---------- SUPPLIED MATERIAL ----------
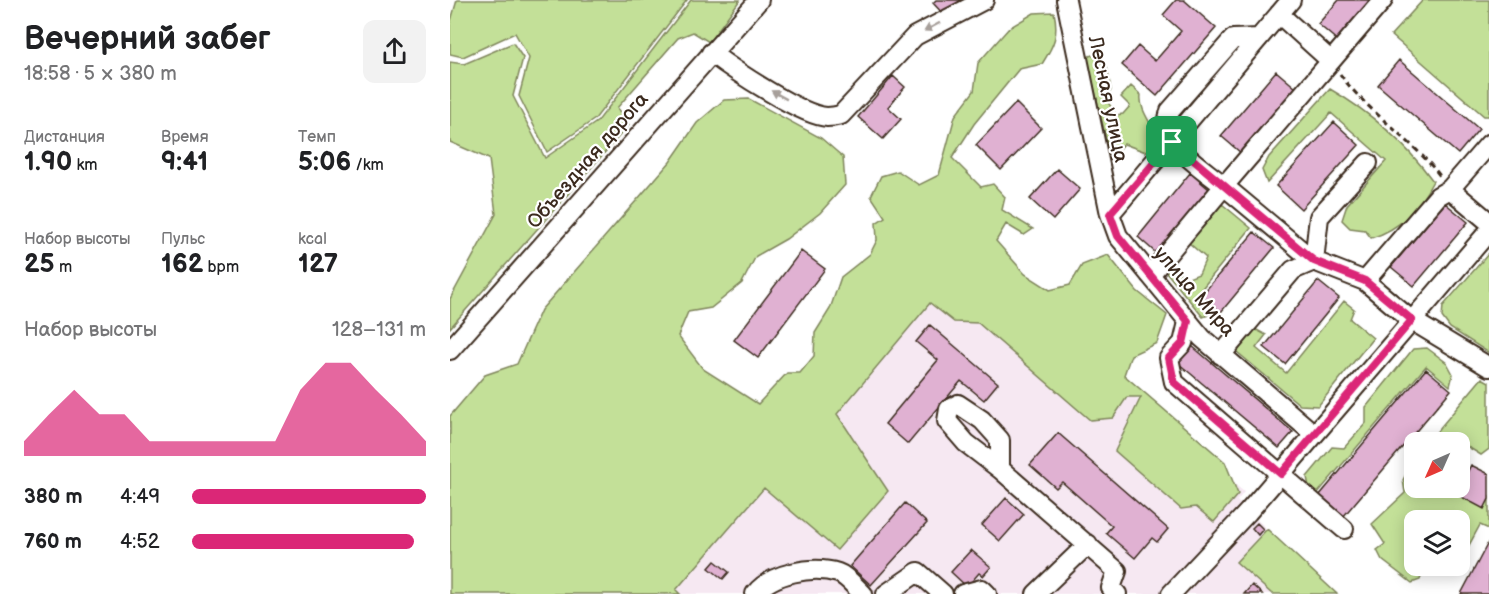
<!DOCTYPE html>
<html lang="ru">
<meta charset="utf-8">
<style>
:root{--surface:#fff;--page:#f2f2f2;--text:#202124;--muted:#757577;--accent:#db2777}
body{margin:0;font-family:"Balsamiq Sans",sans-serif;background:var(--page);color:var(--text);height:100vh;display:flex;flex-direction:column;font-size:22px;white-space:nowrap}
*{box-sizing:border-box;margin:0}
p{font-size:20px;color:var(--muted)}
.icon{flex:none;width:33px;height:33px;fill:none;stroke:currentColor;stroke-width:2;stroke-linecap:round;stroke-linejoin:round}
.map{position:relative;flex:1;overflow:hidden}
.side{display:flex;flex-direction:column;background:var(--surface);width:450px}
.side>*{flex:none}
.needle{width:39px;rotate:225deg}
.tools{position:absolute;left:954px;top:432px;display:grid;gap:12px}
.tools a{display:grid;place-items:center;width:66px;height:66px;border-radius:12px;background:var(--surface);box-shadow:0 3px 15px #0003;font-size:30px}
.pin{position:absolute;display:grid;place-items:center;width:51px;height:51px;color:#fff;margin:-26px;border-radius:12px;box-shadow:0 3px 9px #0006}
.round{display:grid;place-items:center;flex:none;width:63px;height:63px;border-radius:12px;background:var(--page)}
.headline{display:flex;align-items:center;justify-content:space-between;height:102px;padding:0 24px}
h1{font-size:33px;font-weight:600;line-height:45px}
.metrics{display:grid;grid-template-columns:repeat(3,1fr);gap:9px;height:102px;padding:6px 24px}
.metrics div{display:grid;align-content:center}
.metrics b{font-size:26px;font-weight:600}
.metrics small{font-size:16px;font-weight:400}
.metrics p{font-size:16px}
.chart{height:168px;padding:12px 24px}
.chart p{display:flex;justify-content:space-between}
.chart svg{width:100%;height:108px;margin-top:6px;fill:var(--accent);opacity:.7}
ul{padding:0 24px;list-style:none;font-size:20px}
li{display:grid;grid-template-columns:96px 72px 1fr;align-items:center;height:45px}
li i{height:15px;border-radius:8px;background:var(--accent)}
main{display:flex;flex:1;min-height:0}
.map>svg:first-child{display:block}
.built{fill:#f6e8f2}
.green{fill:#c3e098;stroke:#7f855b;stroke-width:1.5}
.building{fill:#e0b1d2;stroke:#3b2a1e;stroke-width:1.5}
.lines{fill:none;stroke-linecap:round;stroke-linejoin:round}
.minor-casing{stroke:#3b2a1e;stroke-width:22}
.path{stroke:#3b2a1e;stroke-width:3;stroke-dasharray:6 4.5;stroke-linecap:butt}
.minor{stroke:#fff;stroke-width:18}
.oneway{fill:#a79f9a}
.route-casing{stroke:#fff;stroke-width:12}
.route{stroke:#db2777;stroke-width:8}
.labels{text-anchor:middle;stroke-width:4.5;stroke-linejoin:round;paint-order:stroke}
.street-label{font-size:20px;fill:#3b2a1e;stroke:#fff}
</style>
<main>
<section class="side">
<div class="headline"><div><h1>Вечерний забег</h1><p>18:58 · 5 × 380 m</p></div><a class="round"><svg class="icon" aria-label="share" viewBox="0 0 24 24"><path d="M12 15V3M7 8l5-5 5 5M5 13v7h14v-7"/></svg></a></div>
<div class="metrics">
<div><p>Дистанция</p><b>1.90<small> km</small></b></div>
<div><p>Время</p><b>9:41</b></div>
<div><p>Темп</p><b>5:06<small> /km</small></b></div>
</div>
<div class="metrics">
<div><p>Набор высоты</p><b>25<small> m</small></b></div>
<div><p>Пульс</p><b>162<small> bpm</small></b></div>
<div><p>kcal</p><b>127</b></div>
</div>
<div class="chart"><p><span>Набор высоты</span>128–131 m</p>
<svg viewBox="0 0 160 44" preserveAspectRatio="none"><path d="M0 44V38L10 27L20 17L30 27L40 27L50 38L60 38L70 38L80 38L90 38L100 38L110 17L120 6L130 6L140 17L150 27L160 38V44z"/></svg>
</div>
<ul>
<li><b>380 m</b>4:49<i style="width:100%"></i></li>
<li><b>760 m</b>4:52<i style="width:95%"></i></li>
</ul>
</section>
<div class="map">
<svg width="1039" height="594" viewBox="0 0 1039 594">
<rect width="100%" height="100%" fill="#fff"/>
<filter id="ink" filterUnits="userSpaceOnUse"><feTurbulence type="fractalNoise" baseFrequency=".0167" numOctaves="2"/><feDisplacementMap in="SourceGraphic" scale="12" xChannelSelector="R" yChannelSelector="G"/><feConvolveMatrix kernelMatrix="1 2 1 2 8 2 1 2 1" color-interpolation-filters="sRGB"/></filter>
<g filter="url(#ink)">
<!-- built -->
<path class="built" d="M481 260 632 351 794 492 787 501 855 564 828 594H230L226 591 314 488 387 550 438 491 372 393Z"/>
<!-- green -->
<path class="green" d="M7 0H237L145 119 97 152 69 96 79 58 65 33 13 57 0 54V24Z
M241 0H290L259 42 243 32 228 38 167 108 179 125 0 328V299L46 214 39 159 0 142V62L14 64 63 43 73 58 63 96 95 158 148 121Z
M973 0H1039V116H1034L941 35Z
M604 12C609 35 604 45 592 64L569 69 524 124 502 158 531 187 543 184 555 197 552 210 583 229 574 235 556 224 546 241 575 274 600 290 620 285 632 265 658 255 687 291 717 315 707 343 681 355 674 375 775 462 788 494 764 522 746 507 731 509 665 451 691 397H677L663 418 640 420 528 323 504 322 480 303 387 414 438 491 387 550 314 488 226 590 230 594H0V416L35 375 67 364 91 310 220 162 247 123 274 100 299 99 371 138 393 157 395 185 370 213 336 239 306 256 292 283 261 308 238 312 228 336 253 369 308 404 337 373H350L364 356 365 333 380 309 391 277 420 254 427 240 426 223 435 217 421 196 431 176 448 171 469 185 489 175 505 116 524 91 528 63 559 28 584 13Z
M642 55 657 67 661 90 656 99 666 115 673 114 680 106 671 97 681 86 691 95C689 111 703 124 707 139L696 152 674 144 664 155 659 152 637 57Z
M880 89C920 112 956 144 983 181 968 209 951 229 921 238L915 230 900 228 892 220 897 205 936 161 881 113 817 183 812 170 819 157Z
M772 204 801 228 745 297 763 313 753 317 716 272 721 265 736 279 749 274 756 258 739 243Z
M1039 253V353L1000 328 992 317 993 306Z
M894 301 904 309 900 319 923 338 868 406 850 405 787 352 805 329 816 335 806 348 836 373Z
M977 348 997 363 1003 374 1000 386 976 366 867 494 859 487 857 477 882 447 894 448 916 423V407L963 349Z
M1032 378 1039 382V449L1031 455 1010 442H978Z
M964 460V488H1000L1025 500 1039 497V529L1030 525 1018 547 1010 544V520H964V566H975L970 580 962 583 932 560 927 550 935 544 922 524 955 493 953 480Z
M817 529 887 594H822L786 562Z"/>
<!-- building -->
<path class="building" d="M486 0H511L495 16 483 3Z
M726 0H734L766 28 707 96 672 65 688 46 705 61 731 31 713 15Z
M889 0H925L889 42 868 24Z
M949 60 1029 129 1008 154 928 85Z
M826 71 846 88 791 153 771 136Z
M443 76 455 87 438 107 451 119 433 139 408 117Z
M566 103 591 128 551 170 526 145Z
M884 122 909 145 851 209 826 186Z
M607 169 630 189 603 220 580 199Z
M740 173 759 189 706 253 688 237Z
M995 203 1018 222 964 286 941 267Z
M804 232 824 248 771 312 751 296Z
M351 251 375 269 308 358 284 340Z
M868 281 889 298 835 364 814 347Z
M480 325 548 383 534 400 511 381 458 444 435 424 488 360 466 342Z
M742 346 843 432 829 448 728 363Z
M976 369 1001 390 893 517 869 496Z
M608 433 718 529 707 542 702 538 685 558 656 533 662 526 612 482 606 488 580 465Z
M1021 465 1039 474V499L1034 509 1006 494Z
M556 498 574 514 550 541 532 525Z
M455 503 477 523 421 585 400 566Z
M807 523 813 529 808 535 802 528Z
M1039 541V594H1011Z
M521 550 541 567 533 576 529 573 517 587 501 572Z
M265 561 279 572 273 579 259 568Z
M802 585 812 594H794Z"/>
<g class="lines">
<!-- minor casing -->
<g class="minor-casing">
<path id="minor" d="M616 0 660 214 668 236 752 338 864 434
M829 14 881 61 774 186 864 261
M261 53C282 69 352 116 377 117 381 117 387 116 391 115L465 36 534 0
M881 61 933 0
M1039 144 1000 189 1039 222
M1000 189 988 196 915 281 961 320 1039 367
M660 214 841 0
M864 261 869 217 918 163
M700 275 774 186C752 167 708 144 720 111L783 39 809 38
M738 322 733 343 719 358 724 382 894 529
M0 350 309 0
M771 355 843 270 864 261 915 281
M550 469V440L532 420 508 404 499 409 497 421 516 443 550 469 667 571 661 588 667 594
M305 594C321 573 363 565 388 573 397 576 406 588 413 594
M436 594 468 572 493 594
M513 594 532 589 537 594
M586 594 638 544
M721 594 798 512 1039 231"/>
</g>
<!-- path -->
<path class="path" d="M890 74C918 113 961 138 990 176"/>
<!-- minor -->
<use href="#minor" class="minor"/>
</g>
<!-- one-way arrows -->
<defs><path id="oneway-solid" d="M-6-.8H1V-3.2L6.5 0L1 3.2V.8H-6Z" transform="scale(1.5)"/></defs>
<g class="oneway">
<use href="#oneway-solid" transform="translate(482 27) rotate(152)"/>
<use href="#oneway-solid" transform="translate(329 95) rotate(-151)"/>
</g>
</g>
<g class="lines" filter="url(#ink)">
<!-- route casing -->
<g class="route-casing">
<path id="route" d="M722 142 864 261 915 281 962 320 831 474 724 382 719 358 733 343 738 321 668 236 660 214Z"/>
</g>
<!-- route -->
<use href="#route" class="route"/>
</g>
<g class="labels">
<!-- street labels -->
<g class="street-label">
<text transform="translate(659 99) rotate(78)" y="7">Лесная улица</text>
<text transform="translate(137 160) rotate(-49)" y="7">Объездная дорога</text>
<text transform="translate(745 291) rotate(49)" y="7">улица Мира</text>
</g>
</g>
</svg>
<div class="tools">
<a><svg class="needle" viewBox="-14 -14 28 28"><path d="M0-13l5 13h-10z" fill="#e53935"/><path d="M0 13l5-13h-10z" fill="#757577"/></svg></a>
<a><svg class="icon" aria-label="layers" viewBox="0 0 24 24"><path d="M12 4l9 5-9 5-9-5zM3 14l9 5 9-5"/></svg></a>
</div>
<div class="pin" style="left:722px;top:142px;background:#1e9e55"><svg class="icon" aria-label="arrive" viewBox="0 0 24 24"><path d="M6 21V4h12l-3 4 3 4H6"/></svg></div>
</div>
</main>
----------
---------- SUPPLIED MATERIAL ----------
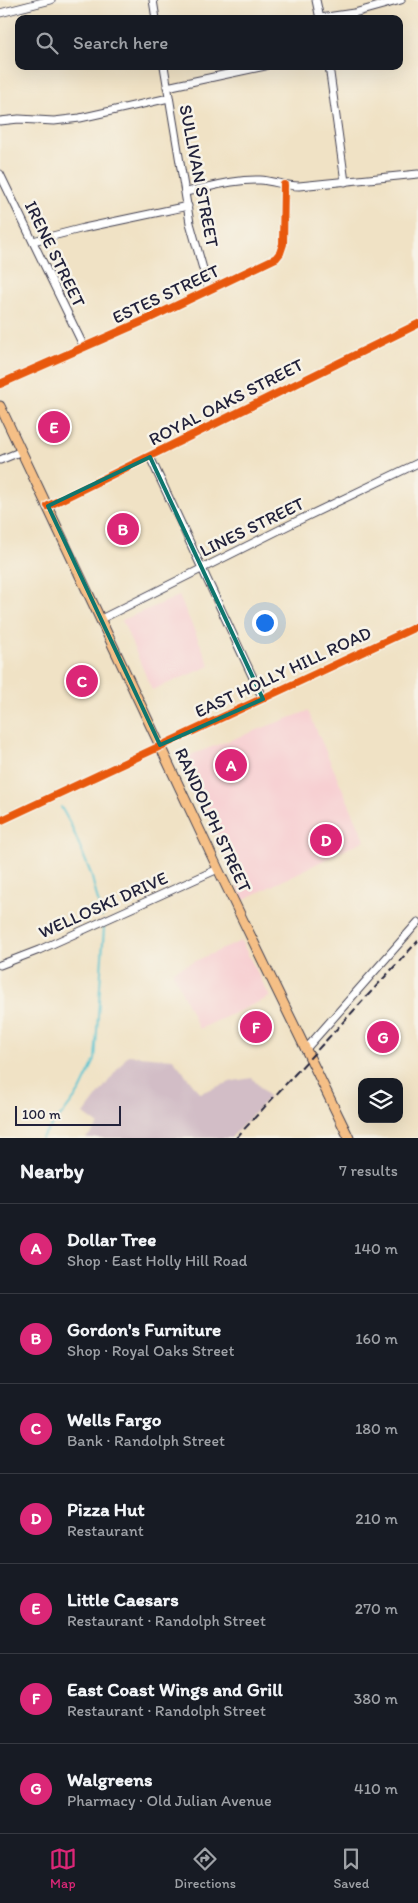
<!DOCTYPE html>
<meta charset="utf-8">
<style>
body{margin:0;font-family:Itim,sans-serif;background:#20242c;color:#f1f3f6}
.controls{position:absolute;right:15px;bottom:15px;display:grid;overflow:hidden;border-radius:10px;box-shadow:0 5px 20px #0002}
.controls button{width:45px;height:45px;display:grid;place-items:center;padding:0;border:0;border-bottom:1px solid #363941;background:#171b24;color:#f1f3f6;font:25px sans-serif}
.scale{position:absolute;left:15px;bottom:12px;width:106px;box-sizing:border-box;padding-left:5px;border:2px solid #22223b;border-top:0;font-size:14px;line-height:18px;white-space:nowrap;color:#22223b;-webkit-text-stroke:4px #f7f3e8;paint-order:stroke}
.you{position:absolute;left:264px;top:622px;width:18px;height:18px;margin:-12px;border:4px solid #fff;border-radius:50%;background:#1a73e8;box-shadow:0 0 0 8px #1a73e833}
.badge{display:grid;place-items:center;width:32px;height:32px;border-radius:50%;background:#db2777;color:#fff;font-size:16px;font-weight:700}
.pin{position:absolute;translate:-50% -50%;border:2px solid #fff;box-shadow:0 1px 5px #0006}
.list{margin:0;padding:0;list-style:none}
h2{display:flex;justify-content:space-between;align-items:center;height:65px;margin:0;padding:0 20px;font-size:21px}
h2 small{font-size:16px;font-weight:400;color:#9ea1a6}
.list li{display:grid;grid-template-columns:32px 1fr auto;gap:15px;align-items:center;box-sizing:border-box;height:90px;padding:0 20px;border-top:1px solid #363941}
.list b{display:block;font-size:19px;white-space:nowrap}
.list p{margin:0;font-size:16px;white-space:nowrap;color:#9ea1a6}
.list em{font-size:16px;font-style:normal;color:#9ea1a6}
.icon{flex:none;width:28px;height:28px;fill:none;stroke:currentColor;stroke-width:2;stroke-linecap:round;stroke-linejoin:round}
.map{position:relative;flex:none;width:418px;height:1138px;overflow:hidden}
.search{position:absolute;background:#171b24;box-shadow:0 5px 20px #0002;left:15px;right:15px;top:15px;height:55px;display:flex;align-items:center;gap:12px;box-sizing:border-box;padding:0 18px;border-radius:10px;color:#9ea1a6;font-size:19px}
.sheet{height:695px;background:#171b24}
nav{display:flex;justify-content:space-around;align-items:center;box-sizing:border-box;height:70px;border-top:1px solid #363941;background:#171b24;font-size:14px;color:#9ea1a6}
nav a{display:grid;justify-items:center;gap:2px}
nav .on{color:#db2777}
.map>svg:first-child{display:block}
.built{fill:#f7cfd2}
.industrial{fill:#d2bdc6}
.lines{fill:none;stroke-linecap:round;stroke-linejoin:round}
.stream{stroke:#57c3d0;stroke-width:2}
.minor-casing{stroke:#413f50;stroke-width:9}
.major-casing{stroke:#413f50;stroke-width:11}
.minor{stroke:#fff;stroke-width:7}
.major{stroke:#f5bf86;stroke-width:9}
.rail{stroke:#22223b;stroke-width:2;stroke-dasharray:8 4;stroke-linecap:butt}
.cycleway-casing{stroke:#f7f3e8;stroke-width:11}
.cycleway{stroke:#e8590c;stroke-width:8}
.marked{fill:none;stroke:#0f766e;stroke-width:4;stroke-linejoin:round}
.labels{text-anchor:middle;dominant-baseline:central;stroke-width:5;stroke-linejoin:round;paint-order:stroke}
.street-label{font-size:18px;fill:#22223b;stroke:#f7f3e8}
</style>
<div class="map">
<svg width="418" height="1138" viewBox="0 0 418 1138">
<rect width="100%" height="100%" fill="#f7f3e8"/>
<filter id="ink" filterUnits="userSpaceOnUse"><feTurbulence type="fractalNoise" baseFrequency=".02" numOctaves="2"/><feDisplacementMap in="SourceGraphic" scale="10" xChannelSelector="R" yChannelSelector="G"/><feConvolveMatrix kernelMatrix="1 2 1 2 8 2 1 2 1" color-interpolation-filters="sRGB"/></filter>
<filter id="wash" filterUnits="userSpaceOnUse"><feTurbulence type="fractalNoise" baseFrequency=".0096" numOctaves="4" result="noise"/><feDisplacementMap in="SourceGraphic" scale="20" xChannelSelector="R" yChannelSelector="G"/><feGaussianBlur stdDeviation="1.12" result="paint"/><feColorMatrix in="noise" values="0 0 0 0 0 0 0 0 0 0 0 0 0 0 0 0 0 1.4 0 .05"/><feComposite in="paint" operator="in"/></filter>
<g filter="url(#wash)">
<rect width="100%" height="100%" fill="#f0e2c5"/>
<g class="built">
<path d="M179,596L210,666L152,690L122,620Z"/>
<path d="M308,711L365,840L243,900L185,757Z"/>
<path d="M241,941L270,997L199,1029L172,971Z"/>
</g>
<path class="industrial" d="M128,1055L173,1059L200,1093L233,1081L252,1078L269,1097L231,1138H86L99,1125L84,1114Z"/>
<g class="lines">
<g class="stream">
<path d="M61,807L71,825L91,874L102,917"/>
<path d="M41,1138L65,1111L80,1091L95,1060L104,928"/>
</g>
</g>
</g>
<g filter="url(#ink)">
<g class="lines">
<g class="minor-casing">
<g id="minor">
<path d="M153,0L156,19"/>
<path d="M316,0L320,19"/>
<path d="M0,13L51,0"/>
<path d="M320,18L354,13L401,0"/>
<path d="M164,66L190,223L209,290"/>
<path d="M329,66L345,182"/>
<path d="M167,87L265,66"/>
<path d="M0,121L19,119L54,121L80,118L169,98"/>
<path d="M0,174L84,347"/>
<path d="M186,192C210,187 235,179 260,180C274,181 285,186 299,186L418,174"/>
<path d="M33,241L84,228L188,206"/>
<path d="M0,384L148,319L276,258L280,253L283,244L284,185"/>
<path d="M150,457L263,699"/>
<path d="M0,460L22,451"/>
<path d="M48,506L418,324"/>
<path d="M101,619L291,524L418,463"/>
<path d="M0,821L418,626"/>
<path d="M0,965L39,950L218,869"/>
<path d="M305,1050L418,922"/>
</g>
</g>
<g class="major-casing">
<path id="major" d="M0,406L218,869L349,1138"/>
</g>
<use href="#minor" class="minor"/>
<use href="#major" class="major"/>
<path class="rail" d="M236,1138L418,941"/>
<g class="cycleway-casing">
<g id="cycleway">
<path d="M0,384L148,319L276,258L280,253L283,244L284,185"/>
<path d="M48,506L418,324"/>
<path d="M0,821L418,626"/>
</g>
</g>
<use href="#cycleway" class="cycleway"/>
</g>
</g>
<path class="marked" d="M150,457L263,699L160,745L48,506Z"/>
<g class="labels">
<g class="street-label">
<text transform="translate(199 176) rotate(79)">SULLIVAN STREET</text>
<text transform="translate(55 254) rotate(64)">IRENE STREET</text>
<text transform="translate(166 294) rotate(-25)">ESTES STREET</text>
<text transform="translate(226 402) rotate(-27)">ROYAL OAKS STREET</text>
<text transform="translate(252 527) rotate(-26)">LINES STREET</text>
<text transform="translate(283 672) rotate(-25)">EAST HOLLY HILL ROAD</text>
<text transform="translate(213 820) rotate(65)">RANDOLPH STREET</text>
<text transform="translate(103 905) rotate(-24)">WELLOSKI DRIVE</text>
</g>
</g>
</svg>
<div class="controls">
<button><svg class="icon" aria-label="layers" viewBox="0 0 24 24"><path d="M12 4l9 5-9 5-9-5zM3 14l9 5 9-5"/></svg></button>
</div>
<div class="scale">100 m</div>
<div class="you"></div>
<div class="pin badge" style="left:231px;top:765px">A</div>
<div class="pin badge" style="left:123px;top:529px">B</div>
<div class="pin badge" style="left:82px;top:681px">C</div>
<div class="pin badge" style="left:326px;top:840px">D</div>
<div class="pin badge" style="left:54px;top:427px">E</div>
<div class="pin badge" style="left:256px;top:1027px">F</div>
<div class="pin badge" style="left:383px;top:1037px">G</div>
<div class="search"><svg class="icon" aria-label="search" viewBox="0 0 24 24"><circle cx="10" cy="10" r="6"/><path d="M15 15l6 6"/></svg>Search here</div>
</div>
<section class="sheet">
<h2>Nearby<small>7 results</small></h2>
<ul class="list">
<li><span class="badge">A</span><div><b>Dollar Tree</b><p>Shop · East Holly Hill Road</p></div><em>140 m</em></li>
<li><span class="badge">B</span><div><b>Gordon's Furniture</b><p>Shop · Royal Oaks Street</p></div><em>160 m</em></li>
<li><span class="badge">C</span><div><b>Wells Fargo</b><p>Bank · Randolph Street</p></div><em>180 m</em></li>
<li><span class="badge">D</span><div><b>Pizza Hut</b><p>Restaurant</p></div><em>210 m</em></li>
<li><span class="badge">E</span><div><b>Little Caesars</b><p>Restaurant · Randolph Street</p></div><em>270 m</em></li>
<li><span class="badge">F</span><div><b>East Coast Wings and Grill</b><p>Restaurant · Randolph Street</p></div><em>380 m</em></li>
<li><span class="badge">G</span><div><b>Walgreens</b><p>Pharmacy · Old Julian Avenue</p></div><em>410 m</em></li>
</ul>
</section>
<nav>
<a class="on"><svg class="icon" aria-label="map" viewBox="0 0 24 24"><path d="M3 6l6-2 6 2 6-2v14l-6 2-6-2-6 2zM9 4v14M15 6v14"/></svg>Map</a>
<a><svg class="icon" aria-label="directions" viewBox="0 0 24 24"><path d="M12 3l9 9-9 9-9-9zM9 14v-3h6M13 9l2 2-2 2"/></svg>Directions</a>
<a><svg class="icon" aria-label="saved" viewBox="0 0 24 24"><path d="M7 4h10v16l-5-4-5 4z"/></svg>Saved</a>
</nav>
----------
> **EXERCISE PROMPT**
The expected output is every line of the records in which the string "controls" appears.

> **RESPONSE AREA**
.controls{position:absolute;right:15px;bottom:15px;display:grid;overflow:hidden;border-radius:10px;box-shadow:0 5px 20px #0002}
.controls button{width:45px;height:45px;display:grid;place-items:center;padding:0;border:0;border-bottom:1px solid #363941;background:#171b24;color:#f1f3f6;font:25px sans-serif}
<div class="controls">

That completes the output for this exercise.